From March till the end of May 1915, there was a buzz of intrigue around Westminster. Lloyd George wrote that a fear was growing in the corridors of power ‘that we could lose the war’  though he above all knew that too much had already been invested by the American Establishment to allow such a disaster. Britain was never at any risk of losing the war. Indeed, a range of cleverly contrived arrangements allowed Germany to survive the so-called ‘blockade’ and enabled her to continue her military-industrial output. Lloyd George knew what the problem really was; a crisis of commitment to war. Some of his colleagues had no stomach for the reality of war. They had to go.
An article in the Daily Chronicle headed ‘Intrigue against the Prime Minister’ brought about a clash of accusations and counter-claims between Lloyd George and his cabinet colleague Reginald McKenna, and there was near consensus that Winston Churchill had become infatuated with Conservative MP and former prime minister, Arthur Balfour.  Perhaps he had. Perhaps he had worked out that Balfour would make a good ally, given his high standing inside the Secret Elite, for Balfour, like Milner, was a member of the highly select inner-core of the cabal. 
Milner knew that serious pressure had to be put on the Asquith government to shake out those ministers whose commitment to a prolonged war was suspect. But he was not yet prepared to lead the opposition publicly.  That was not his style. What was wanted was a government with the courage to break away from the laissez-faire attitude to enable greater control of the entire war effort.

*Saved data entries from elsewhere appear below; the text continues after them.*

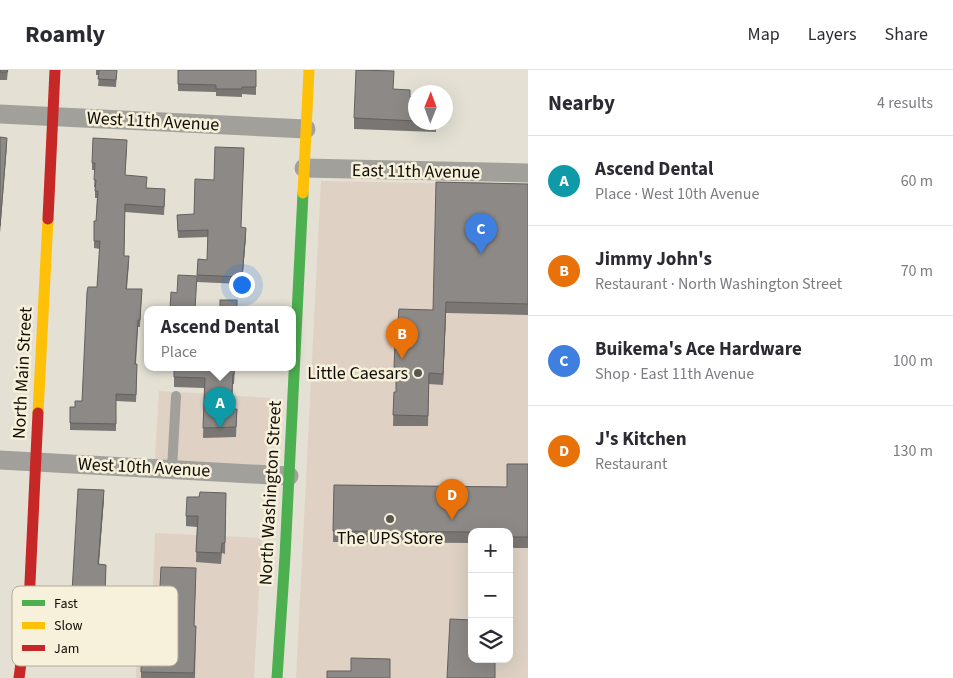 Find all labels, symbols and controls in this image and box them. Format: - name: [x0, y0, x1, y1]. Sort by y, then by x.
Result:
- text: Roamly: [25, 17, 105, 52]
- text: Map: [748, 22, 780, 47]
- text: Layers: [808, 22, 857, 47]
- text: Share: [885, 22, 928, 47]
- north arrow: [408, 85, 453, 130]
- text: Nearby: [548, 88, 615, 118]
- text: 4 results: [877, 92, 933, 114]
- street label: West 11th Avenue: [86, 106, 220, 137]
- text: Ascend Dental: [595, 156, 713, 183]
- street label: East 11th Avenue: [352, 158, 480, 185]
- text: A: [559, 170, 569, 192]
- text: 60 m: [901, 170, 933, 192]
- text: Place · West 10th Avenue: [595, 183, 760, 205]
- pin: C: [465, 213, 497, 254]
- text: Jimmy John's: [595, 246, 712, 273]
- text: B: [559, 260, 569, 282]
- text: 70 m: [901, 260, 933, 282]
- your location: [229, 272, 255, 298]
- text: Restaurant · North Washington Street: [595, 273, 842, 295]
- street label: North Main Street: [7, 306, 38, 440]
- popup: [144, 306, 296, 371]
- text: Ascend Dental: [161, 314, 279, 341]
- pin: B: [386, 318, 418, 359]
- text: Buikema's Ace Hardware: [595, 336, 802, 363]
- text: Place: [161, 341, 197, 363]
- text: C: [559, 350, 569, 372]
- text: 100 m: [893, 350, 933, 372]
- place label: Little Caesars: [307, 361, 408, 386]
- text: Shop · East 11th Avenue: [595, 363, 754, 385]
- marker: Little Caesars: [412, 367, 424, 379]
- pin: A: [204, 387, 236, 428]
- street label: North Washington Street: [253, 400, 288, 586]
- text: J's Kitchen: [595, 426, 687, 453]
- text: D: [559, 440, 569, 462]
- text: 130 m: [893, 440, 933, 462]
- street label: West 10th Avenue: [77, 452, 211, 483]
- text: Restaurant: [595, 453, 668, 475]
- pin: D: [436, 479, 468, 520]
- marker: The UPS Store: [384, 513, 396, 525]
- place label: The UPS Store: [337, 526, 443, 551]
- map controls: [468, 528, 513, 663]
- button: +: [468, 528, 513, 573]
- button: −: [468, 573, 513, 618]
- legend: [12, 586, 178, 666]
- text: Fast: [54, 594, 78, 614]
- text: Slow: [54, 616, 83, 636]
- button: layers: [468, 618, 513, 663]
- text: Jam: [54, 639, 79, 659]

The Secret Elite knew that victory in a protracted struggle depended on the most efficient exploitation of the resources and manpower of the country. Despite their disdain for the parliamentary process, the answer lay in taking even greater control of government departments.

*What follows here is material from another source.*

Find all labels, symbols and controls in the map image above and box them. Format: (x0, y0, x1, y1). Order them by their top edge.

While those above him in the corridors and smoke-filled clubs for the privileged pushed for key changes in government, Lloyd George was the only Cabinet member convinced of this necessity.  Four years before, in 1910, he had shown himself willing to work in coalition with the Conservatives  and, in conjunction with Arthur Balfour, had openly accepted the value of compulsory military service. These were words close to Lord Milner’s heart. He and the former Commander in Chief, Field Marshal Lord Roberts, had argued for many years in favour of conscription as a much more effective way of providing a professional army. Once more, the word ‘coalition’ was being secretly whispered in the select private clubs frequented by the real power-brokers. Some even called it a ‘National Government’.
Historians have repeatedly analysed the events of May 1915 and concluded that the political crisis ‘arose with extra-ordinary suddenness’ as if to suggest that by some strange mixture of expediency and good fortune, Asquith’s government was transformed overnight into an all-party alliance. The great historical guru of the 1960s, A J P Taylor, claimed that the emergence of a ‘National Government’ was ‘one of the few political episodes of the First World War on which solid evidence is lacking’,  but these are words which should raise alarm. If evidence is lacking, it is because it has been destroyed. Experience shows that to be fact. Lloyd George’s verdict was that ‘political crises never come out of the blue’, and he knew precisely what was going on.  Asquith’s government was teetering towards collapse because the old-fashioned Liberals did not have the necessary ‘backbone’ to see a prolonged war through to its end. Circumstances abroad provided the cover to manipulate the change.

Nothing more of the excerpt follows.